Written and directed by Chris Esper (The Deja Vuers, Still Life), Undatement Center is a humorous look at the capricious world of modern dating.  It is almost an indictment against the millennial age of computer reliance and the awkwardness of real-life interaction with people we find attractive.

Jack (Trevor Duke) finally decides, after a 12 year break, to get back into the dating game. As befits the modern day man, he opts to join a dating company “Undatement” which is a combination of real world Tinder and speed dating. The poor chap soon realizes that getting back into the dating game requires intensive paperwork, a resume and a draw on his pocket book. 

A spin on the old maxim of kissing a lot of frogs to find a prince, Jack endures a lot of rejection. After some specious and confusing let downs for no apparent reason, he finally decides to take control; at a price. He soon finds that things are not any easier in the driver’s seat and Jack discovers that the early rejection’s came about for a reason.

Esper’s take on the modern world of dating and all the issues surrounding the search for a mate is funny, acerbic and surprising relevant.  Jack’s struggle is amusing and we feel his frustration and underlying fear.

Like most of the prospective candidates in Undatement Center, Jack is afraid of being hurt (again) and yet he continues to look for a special someone to be with. Esper gives us the dating world sans sex, this is not a journey to find a sexual partner but is, instead, a man wanting to find a woman to share things with.

This slightly “old fashioned” take on the dating game is refreshing and it plays well against the frustration of our hero.
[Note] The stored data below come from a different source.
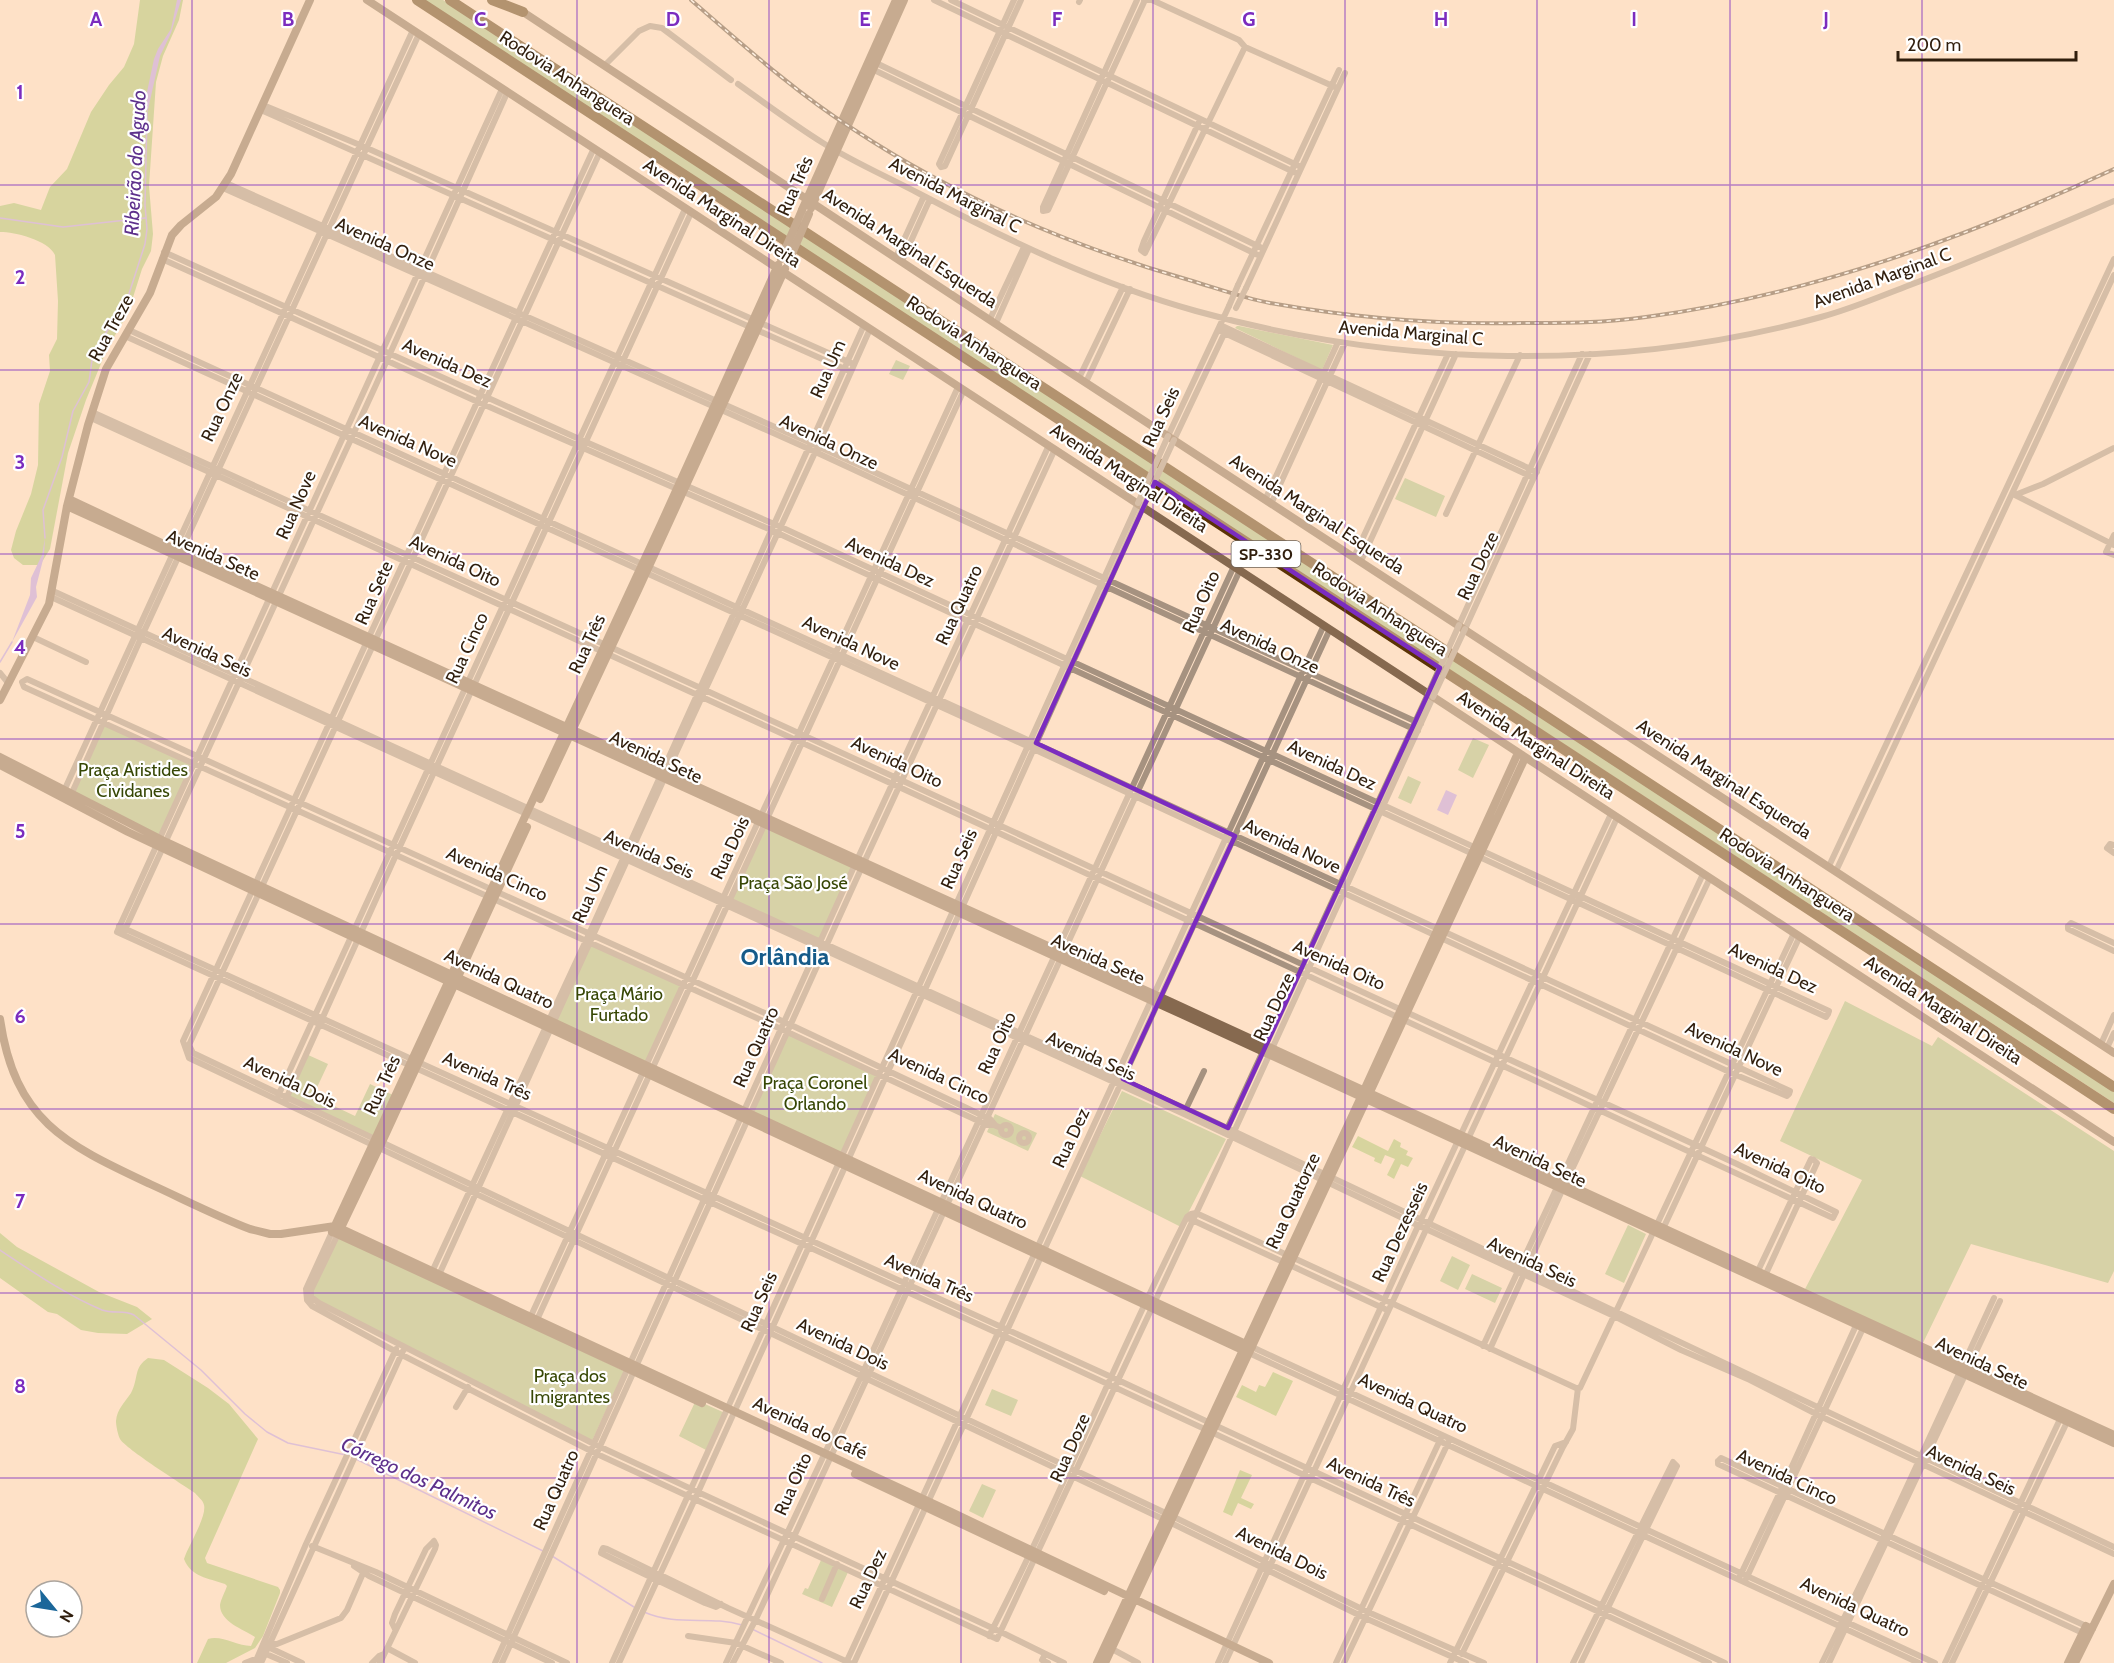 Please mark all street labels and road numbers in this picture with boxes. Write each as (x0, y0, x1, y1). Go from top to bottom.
street label: Rodovia Anhanguera (495, 26, 639, 130)
street label: Avenida Marginal C (885, 152, 1025, 238)
street label: Rua Três (772, 153, 818, 219)
street label: Avenida Marginal Direita (639, 154, 805, 272)
street label: Avenida Marginal Esquerda (819, 183, 1002, 313)
street label: Avenida Onze (332, 212, 438, 276)
street label: Avenida Marginal C (1810, 243, 1954, 313)
street label: Rua Treze (84, 291, 138, 365)
street label: Rodovia Anhanguera (902, 291, 1046, 395)
street label: Avenida Marginal C (1338, 316, 1484, 350)
street label: Avenida Dez (399, 334, 496, 393)
street label: Rua Um (805, 337, 851, 401)
street label: Rua Onze (196, 369, 248, 445)
street label: Rua Seis (1138, 383, 1184, 451)
street label: Avenida Nove (356, 410, 460, 472)
street label: Avenida Onze (776, 410, 882, 474)
street label: Avenida Marginal Direita (1046, 419, 1212, 537)
street label: Avenida Marginal Esquerda (1226, 449, 1409, 579)
street label: Rua Nove (271, 467, 321, 543)
street label: Avenida Sete (163, 525, 263, 585)
street label: Rua Doze (1453, 528, 1503, 604)
street label: Avenida Oito (406, 530, 504, 592)
street label: Avenida Dez (842, 532, 938, 592)
road number: SP-330 (1232, 541, 1300, 567)
street label: Rodovia Anhanguera (1308, 557, 1452, 661)
street label: Rua Sete (350, 558, 398, 628)
street label: Rua Quatro (931, 561, 987, 649)
street label: Rua Oito (1177, 567, 1225, 637)
street label: Rua Cinco (441, 609, 493, 687)
street label: Rua Três (564, 611, 610, 677)
street label: Avenida Nove (799, 611, 903, 675)
street label: Avenida Onze (1217, 614, 1323, 678)
street label: Avenida Seis (159, 622, 255, 682)
street label: Avenida Marginal Direita (1453, 686, 1619, 804)
street label: Avenida Marginal Esquerda (1633, 714, 1816, 844)
street label: Avenida Sete (606, 726, 706, 788)
street label: Avenida Oito (848, 731, 946, 793)
street label: Avenida Dez (1284, 735, 1380, 795)
street label: Rua Dois (706, 813, 754, 883)
street label: Avenida Nove (1240, 814, 1344, 878)
street label: Rodovia Anhanguera (1715, 823, 1859, 927)
street label: Avenida Seis (601, 824, 697, 884)
street label: Rua Seis (936, 825, 982, 893)
street label: Avenida Cinco (443, 842, 551, 906)
street label: Rua Um (567, 862, 613, 926)
street label: Avenida Sete (1048, 929, 1148, 989)
street label: Avenida Oito (1290, 935, 1388, 995)
street label: Avenida Dez (1725, 938, 1821, 998)
street label: Avenida Quatro (441, 944, 557, 1014)
street label: Avenida Marginal Direita (1860, 951, 2026, 1069)
street label: Rua Doze (1249, 969, 1299, 1045)
street label: Rua Quatro (728, 1003, 784, 1091)
street label: Rua Oito (973, 1008, 1021, 1078)
street label: Avenida Nove (1682, 1017, 1786, 1081)
street label: Avenida Seis (1043, 1026, 1139, 1086)
street label: Avenida Cinco (885, 1043, 993, 1109)
street label: Avenida Três (439, 1047, 535, 1105)
street label: Avenida Dois (240, 1051, 340, 1113)
street label: Rua Três (359, 1052, 405, 1118)
street label: Rua Dez (1048, 1104, 1095, 1171)
street label: Avenida Sete (1490, 1130, 1590, 1192)
street label: Avenida Oito (1731, 1137, 1829, 1199)
street label: Rua Quatorze (1261, 1149, 1325, 1253)
street label: Avenida Quatro (915, 1164, 1031, 1234)
street label: Rua Dezesseis (1367, 1178, 1433, 1286)
street label: Avenida Seis (1484, 1232, 1580, 1292)
street label: Avenida Três (881, 1249, 977, 1307)
street label: Rua Seis (736, 1268, 782, 1336)
street label: Avenida Dois (793, 1313, 893, 1375)
street label: Avenida Sete (1932, 1332, 2032, 1394)
street label: Avenida Quatro (1355, 1368, 1471, 1438)
street label: Avenida do Café (749, 1392, 871, 1464)
street label: Rua Doze (1045, 1410, 1095, 1486)
street label: Avenida Seis (1923, 1440, 2019, 1500)
street label: Avenida Cinco (1733, 1444, 1841, 1510)
street label: Rua Quatro (528, 1446, 584, 1534)
street label: Rua Oito (769, 1449, 817, 1519)
street label: Avenida Três (1323, 1452, 1419, 1512)
street label: Avenida Dois (1233, 1521, 1331, 1585)
street label: Rua Dez (845, 1545, 892, 1612)
street label: Avenida Quatro (1797, 1572, 1913, 1642)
Jack goes through several stages in his search, after forking out some long green to take charge of his dating quest and at one point he comically dishes out some payback to an earlier “contestant.”

The director’s final message is a simple one and cuts to the heart of the matter. “New and different, is not better.” Jack finds that underneath the surface artifice and “structure” of the Undatement Center’s  controlled dating scenario, it is the human touch that matters most.

We do not doubt that Jack has learned a valuable lesson from his interaction with the business-like candidates he interacts with and Esper ends his tale on a uplifting note. There is some doubt as to how the whole thing will turn out but, like the film’s  humanistic message, we feel that things will move forward at their own pace and not be driven by some superficial agenda set by a company or society.

Trevor Duke gives a fine restrained performance as the man who reluctantly re-enters the dating game. His controlled frustration and confusion fits his character perfectly.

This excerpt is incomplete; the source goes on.